La tragedia russa fra Oriente e Occidente
di Giuseppe Pennisi

Quando il Teatro Comunale di Firenze ha calendarizzato “Khovanshina” di Modest Mussorgsky, non si poteva immaginare che ogni parola e ogni nota del lavoro sarebbe stata di bruciante attualità. Nell’opera, la Russia è dilaniata tra tendenze modernizzatrici che la portano verso Occidente e radici ultrareazionarie che la spingono, invece, verso Oriente. Le congiure, il terrorismo, le decapitazioni, lo sfregio dei cadaveri degli avversari e l’olocausto-strage di massa sono sul boccascena mentre il protagonista (Pietro il Grande) non appare mai. Il titolo è un gioco di parole: vuole dire, al tempo stesso, “Storia del Principe Khovanskj”e “Pagliacciata”. Siamo negli anni dello scisma religioso, della rivolta degli Streltsy o Strellizi (moschettieri) e dei “vecchi credenti”, nonché del loro eccidio da parte dei “modernizzatori”, guidati da Pietro il Grande, e dai loro alleati tedeschi. In scena a Firenze dal 24 settembre al 3 ottobre in un allestimento diretto da James Conlon e con un grande cast internazionale (è una co-produzione con l’Opéra National de Paris dove è in repertorio alla Bastiglia), si tratta di un vero e proprio avvenimento, dato che in Italia la complessa opera riceve raramente un’esecuzione adeguata.

Ricordiamo il contesto storico di allora, non molto diverso da quello della Russia di oggi. Nei decenni a cavallo tra la fine del Seicento e l’inizio del Settecento, si svolse un conflitto cruentissimo sull’identità russa e sul destino del paese. Il Patriarca di Mosca, Nikon, aveva introdotto profonde innovazioni liturgiche; al Cremlino, in parallelo, una serie di lotte di successione preparava l’ascesa al trono di Pietro il Grande. Dopo tentativi di congiure e ricorso al terrorismo, i “raskolniki” (“vecchi credenti”, avversari delle riforme liturgiche), legati agli Streltsy (alle dipendenze del Principe Khovansky), vennero confinati in alcuni monasteri della Karelia, dove i “duri e puri” si auto-immolarono in un suicidio collettivo. Nel giro di pochi decenni, la “Moscova” diventò da un principato con possedimenti in Siberia, un impero multinazionale di 12 milioni di chilometri quadrati. Vicende e tensioni non molto differenti da quelle, che ad alcuni secoli di distanza, travagliano ancora quello che fu, prima, il grande impero zarista e poi l’Unione Sovietica.

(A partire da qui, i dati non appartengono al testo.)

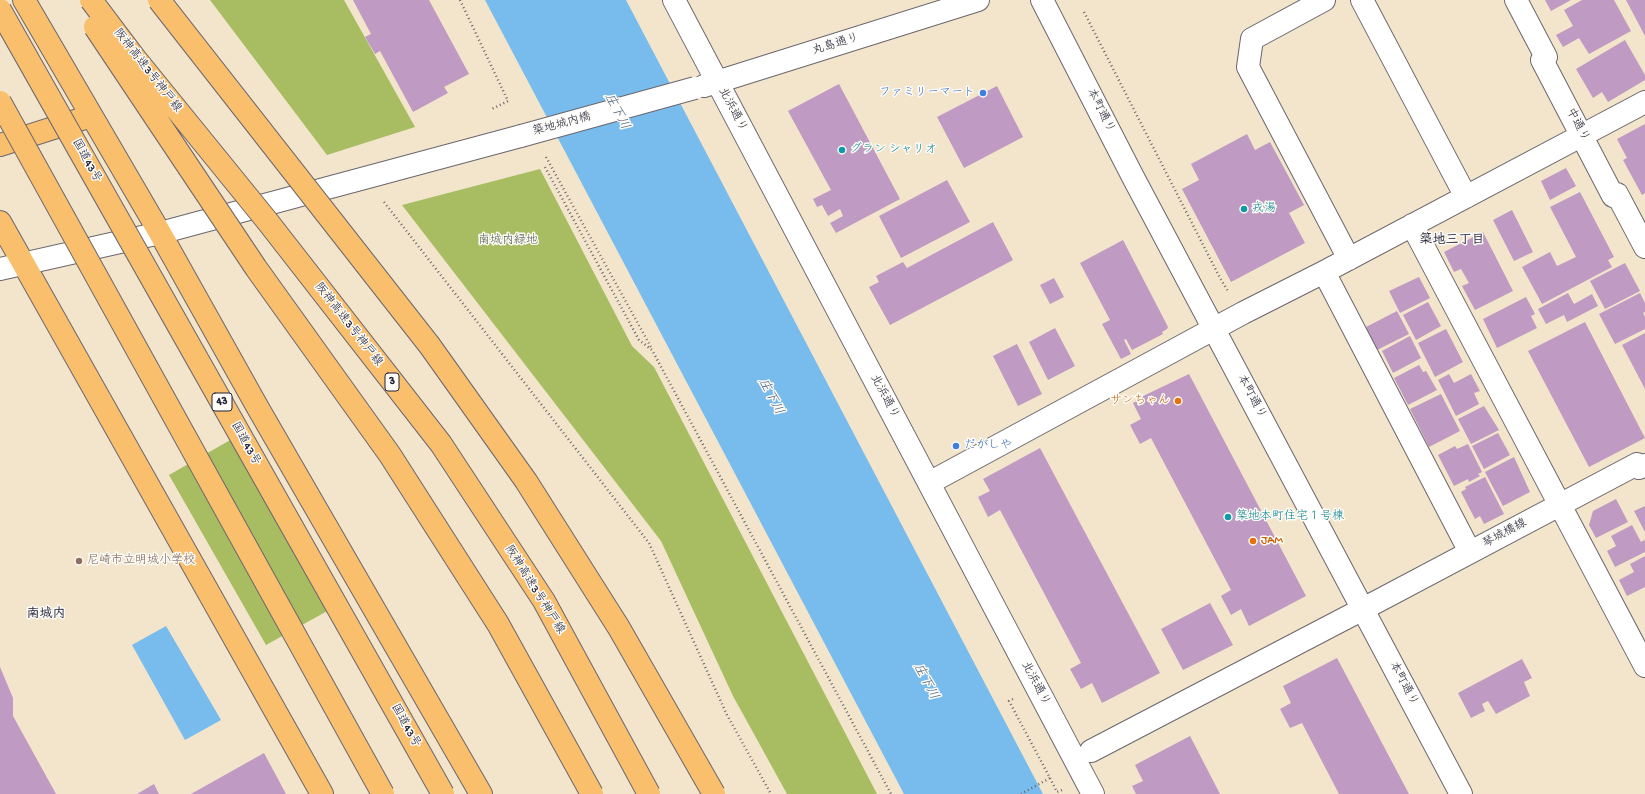 <!DOCTYPE html>
<html>
<head>
<meta charset="utf-8">
<style>
  body { margin:0 }
  canvas { display:block; background:#f2e5cb }
</style>
</head>
<body>
<canvas width="1645" height="794"></canvas>
<script>
const g = document.querySelector('canvas').getContext('2d');
g.lineJoin = 'round';
function paint(path, color) { g.fillStyle = color; g.fill(path, 'evenodd'); }
const toPath = rows => new Path2D(rows.map(r => 'M' + r).join(''));
function trace(path, color, width, dash) { g.strokeStyle = color; g.lineWidth = width; g.lineCap = dash ? 'butt' : 'round'; g.setLineDash(dash || []); g.stroke(path); }
function label(font, color, halo, rows, align = 'center') {
  g.font = font + ' "Gochi Hand","Klee One",sans-serif'; g.lineWidth = 3; g.setLineDash([]); g.textBaseline = 'middle'; g.strokeStyle = halo; g.fillStyle = color; for (const [text, x, y, turn = 0] of rows) {
    g.save(); g.translate(x, y); g.rotate((+turn || 0) * Math.PI / 180); g.textAlign = isNaN(turn) ? turn : align; if (halo) g.strokeText(text, 0, 0); g.fillText(text, 0, 0); g.restore();
  }
}
paint(toPath([
  [210,0,344,0,415,127,327,155],
  [540,169,632,346,654,367,877,794,787,794,733,696,661,541,402,205],
  [232,439,329,610,266,645,169,475]
]), '#a8bd62');
paint(toPath([
  [485,0,626,0,1043,794,904,794],
  [166,626,221,720,185,740,132,645]
]), '#78bbed');
paint(toPath([
  [353,0,429,0,469,74,444,87,448,93,413,112,380,51,375,54,365,37,371,34],
  [1545,0,1571,0,1551,11],
  [1582,0,1614,0,1631,31,1589,54,1579,38,1563,47,1556,35,1573,26,1564,10],
  [1626,0,1645,0,1645,36],
  [1625,40,1645,75,1645,80,1608,102,1602,92,1593,98,1576,69],
  [839,84,900,199,836,233,830,223,843,216,840,209,828,216,822,205,817,207,813,199,831,190,788,111],
  [997,86,1023,137,964,168,937,117],
  [1645,124,1645,193,1642,195,1623,160,1627,158,1617,139],
  [1247,134,1255,150,1270,142,1304,205,1289,213,1305,243,1231,282,1182,189,1199,180,1191,164],
  [1566,168,1576,186,1550,200,1541,181],
  [947,180,970,222,901,258,879,216],
  [1580,192,1614,257,1608,260,1612,267,1542,304,1522,267,1550,252,1557,266,1576,257,1550,207],
  [1512,210,1533,252,1514,261,1493,220],
  [993,222,1013,260,890,325,869,287,879,282,876,276,903,262,907,268],
  [1483,232,1513,291,1475,310,1462,286,1469,283,1461,269,1454,272,1444,252],
  [1123,240,1168,327,1167,329,1162,332,1163,334,1132,350,1126,339,1124,340,1131,354,1121,359,1102,324,1110,320,1080,263],
  [1625,263,1640,291,1605,309,1590,281],
  [1419,277,1430,298,1400,313,1389,291],
  [1054,278,1064,297,1050,304,1040,285],
  [1568,293,1574,304,1592,294,1598,306,1567,322,1564,315,1546,324,1538,309],
  [1640,293,1645,303,1645,312,1643,313,1645,317,1645,329,1615,344,1599,314],
  [1526,297,1535,314,1531,316,1537,328,1497,348,1483,319],
  [1428,302,1441,326,1416,340,1403,315],
  [1397,311,1409,334,1377,350,1366,327],
  [1585,322,1645,438,1589,467,1528,351],
  [1055,328,1075,366,1048,380,1029,342],
  [1446,329,1463,362,1435,377,1418,343],
  [1645,333,1645,389,1622,345],
  [1410,336,1421,358,1393,373,1382,351],
  [1017,344,1042,394,1018,406,993,356],
  [1419,365,1423,372,1426,371,1437,390,1408,405,1394,378],
  [1189,374,1306,596,1249,626,1241,609,1231,615,1221,596,1231,590,1151,438,1140,444,1130,425,1141,419,1133,403,1139,400,1139,398],
  [1449,374,1454,383,1471,374,1480,391,1474,393,1479,404,1456,416,1438,380],
  [1441,394,1460,431,1429,447,1410,409],
  [1484,406,1499,430,1471,444,1458,419],
  [1498,433,1510,455,1484,469,1472,446],
  [1468,444,1482,472,1478,474,1480,476,1469,482,1468,479,1454,486,1438,455,1455,446,1457,449],
  [1040,448,1160,673,1102,703,1092,683,1081,689,1070,669,1081,663,1000,510,988,517,978,497,990,491,983,479],
  [1514,457,1530,492,1503,506,1485,472],
  [1485,477,1504,514,1484,524,1480,516,1475,519,1461,492,1466,489,1465,487],
  [1616,499,1628,522,1596,538,1589,525,1593,511],
  [1645,506,1645,532,1634,511],
  [1632,525,1641,542,1644,540,1645,541,1645,552,1615,567,1607,551,1616,546,1611,536],
  [1645,556,1645,587,1627,596,1619,580,1634,572,1630,564],
  [1210,603,1233,645,1183,670,1161,629],
  [1337,658,1409,794,1339,794,1302,723,1290,728,1280,709,1291,703,1283,686],
  [1522,659,1532,678,1524,682,1530,696,1496,714,1488,701,1482,704,1485,711,1471,718,1458,693],
  [0,667,13,698,13,716,56,794,0,794],
  [1190,736,1220,794,1136,794,1132,786,1143,781,1135,765],
  [264,753,286,794,191,794],
  [154,784,159,794,137,794]
]), '#bf9ac2');
const minor = toPath([
  [674,0,1093,794],
  [1042,0,1133,177,1461,794],
  [1324,0,1252,39,1248,67,1349,259],
  [1362,0,1466,197],
  [1516,0,1546,57,1542,60,1613,196,1617,194,1645,247],
  [704,86,978,0],
  [1412,225,1645,666],
  [0,269,160,233,521,136],
  [1324,272,1470,552],
  [929,483,1243,313,1324,272,1645,102],
  [1091,751,1363,609,1637,464,1639,468,1645,465]
]);
const highway = toPath([
  [24,0,160,233,258,408,481,794],
  [0,145,91,116],
  [0,222,322,794]
]);
trace(minor, '#6b666d', 24);
trace(highway, '#6b666d', 24);
trace(toPath([
  [460,0,508,101,490,110],
  [1084,12,1220,278,1228,291],
  [546,157,652,349],
  [545,167,639,340,652,350,891,794],
  [384,202,649,543,727,715,771,794],
  [1013,699,1009,701,1050,778,1021,794],
  [1050,778,1057,792,1062,790]
]), '#6b666d', 2.5, [1, 3]);
trace(minor, '#fff', 22);
trace(highway, '#f9bf6d', 22);
const minorBridge = toPath([
  [521,136,695,88]
]);
const highwayBridge = toPath([
  [91,0,134,57,268,222,441,444,544,601,649,794],
  [159,0,430,346,526,481,619,628,714,794],
  [0,10,443,794],
  [95,27,256,268,390,455,498,624,592,794],
  [0,102,383,794]
]);
trace(minorBridge, '#6b666d', 24, []);
trace(highwayBridge, '#6b666d', 24, []);
trace(minorBridge, '#fff', 22);
trace(highwayBridge, '#f9bf6d', 22);
for (const [x, y, r, color] of [
  [983,93,4,"#3f7fe0"],
  [842,150,4,"#0f9aa8"],
  [1244,209,4,"#0f9aa8"],
  [1178,401,4,"#e8710a"],
  [956,446,4,"#3f7fe0"],
  [1228,517,4,"#0f9aa8"],
  [1253,541,4,"#e8710a"],
  [79,561,4,"#8d6e63"]
]) { const dot = new Path2D(); dot.arc(x, y, r, 0, 2 * Math.PI); g.fillStyle = color; g.fill(dot); trace(dot, '#fdfcf7', 1.5); }
for (const [x, y, w] of [
  [392,382,14],
  [222,402,20]
]) { const box = new Path2D(); box.roundRect(x - w / 2, y - 9, w, 18, 3); g.fillStyle = '#fdfcf7'; g.fill(box); trace(box, '#22223b', 1); }
label('bold 11px', '#22223b', null, [
  ["3",392,382],
  ["43",222,402]
]);
label('12px', '#22223b', '#fdfcf7', [
  ["丸島通り",836,45,-17],
  ["阪神高速3号神戸線",147,71,52],
  ["北浜通り",732,110,62],
  ["本町通り",1100,111,63],
  ["築地城内橋",562,125,-15],
  ["中通り",1577,125,62],
  ["国道43号",86,161,61],
  ["阪神高速3号神戸線",348,325,52],
  ["北浜通り",884,397,62],
  ["本町通り",1251,397,62],
  ["国道43号",245,444,61],
  ["琴城橋線",1505,534,-28],
  ["阪神高速3号神戸線",534,590,58],
  ["北浜通り",1035,684,62],
  ["本町通り",1403,684,62],
  ["国道43号",405,726,61]
]);
label('12px', '#366cbe', '#fdfcf7', [
  ["ファミリーマート",975,93],
  ["だがしや",964,446,"left"]
], 'right');
label('12px', '#0d838f', '#fdfcf7', [
  ["グラン シャリオ",850,150],
  ["戎湯",1252,209],
  ["築地本町住宅１号棟",1236,517]
], 'left');
label('12px', '#515849', '#fdfcf7', [
  ["南城内緑地",508,241]
]);
label('12px', '#c56008', '#fdfcf7', [
  ["サンちゃん",1170,401],
  ["JAM",1261,541,"left"]
], 'right');
label('12px', '#785e54', '#fdfcf7', [
  ["尼崎市立明城小学校",87,561]
], 'left');
label('italic 13px', '#405879', '#fdfcf7', [
  ["庄下川",616,112,62],
  ["庄下川",770,397,62],
  ["庄下川",925,682,62]
]);
label('bold 13px', '#22223b', '#fdfcf7', [
  ["築地三丁目",1452,241],
  ["南城内",46,615]
]);
</script>
</body>
</html>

Un dettaglio, il Principe Khovansky, capo politico dei “vecchi credenti” ed organizzatore di congiure ed attentati (il capo religioso è l’ascetico Dosifej) fornica con danzatrici fatte venire dalla Persia, mentre suo figlio Andrei è conteso tra le pulsioni erotiche per la tedesca (e “moderna”) Emma e quelle per Marfa, seguace di Dosifej, ammaliatrice e fattucchiera anche se sempre in abiti monacali. Nell’opera, i tre lustri in cui si articolò la prima parte di questi avvenimenti (sino alla sconfitta dei “raskolniki” ed al loro eccidio in una foresta) vengono riassunti in poche giornate: una narrazione dostoevskiana caratterizzata da pessimismo ravvivato, però, nella fede nella trascendenza. Un cenno alla parte musicale. Il lavoro restò incompiuto, particolarmente l’orchestrazione. Le sue innovazioni principali non vennero comprese da Rimisky-Korsakov che, amico fraterno di Mussorgsky, lo completò smussandone quelle che riteneva essere asperità.

Dalla fine degli Anni Sessanta, si dispone della revisione di Shostakovich, considerata dallo stesso revisore come solo “un’ipotesi di lettura”. E’ questa in scena a Firenze. La regia di Andrei Serban, le scene ed i costumi di Richard Hudson e le coreografie di Laurence Fanon calano il dramma nel suo contesto storico-politico. Uno spettacolo grandioso reso possibile unicamente grazie allo sforzo produttivo congiunto di due tra i maggiori teatri d’opera europei. Guidati da Conlon e dal maestro del coro Joé Luis Basso i complessi del Maggio danno un’interpretazione struggente. Il cast internazionale è di lusso: tra i tanti ricordiamo Roberto Scandiuzzi, un Dosifej (il capo religioso dei “vecchi credenti”) ieratico e maestoso, Elena Zaremba, una Marfa appassionata, Vladimir Ognovenko e Clifton Forbii, i due principi Khovanskj alla guida della congiura contro Pietro il Grande e Robert Brubacher il traditore Golicyn.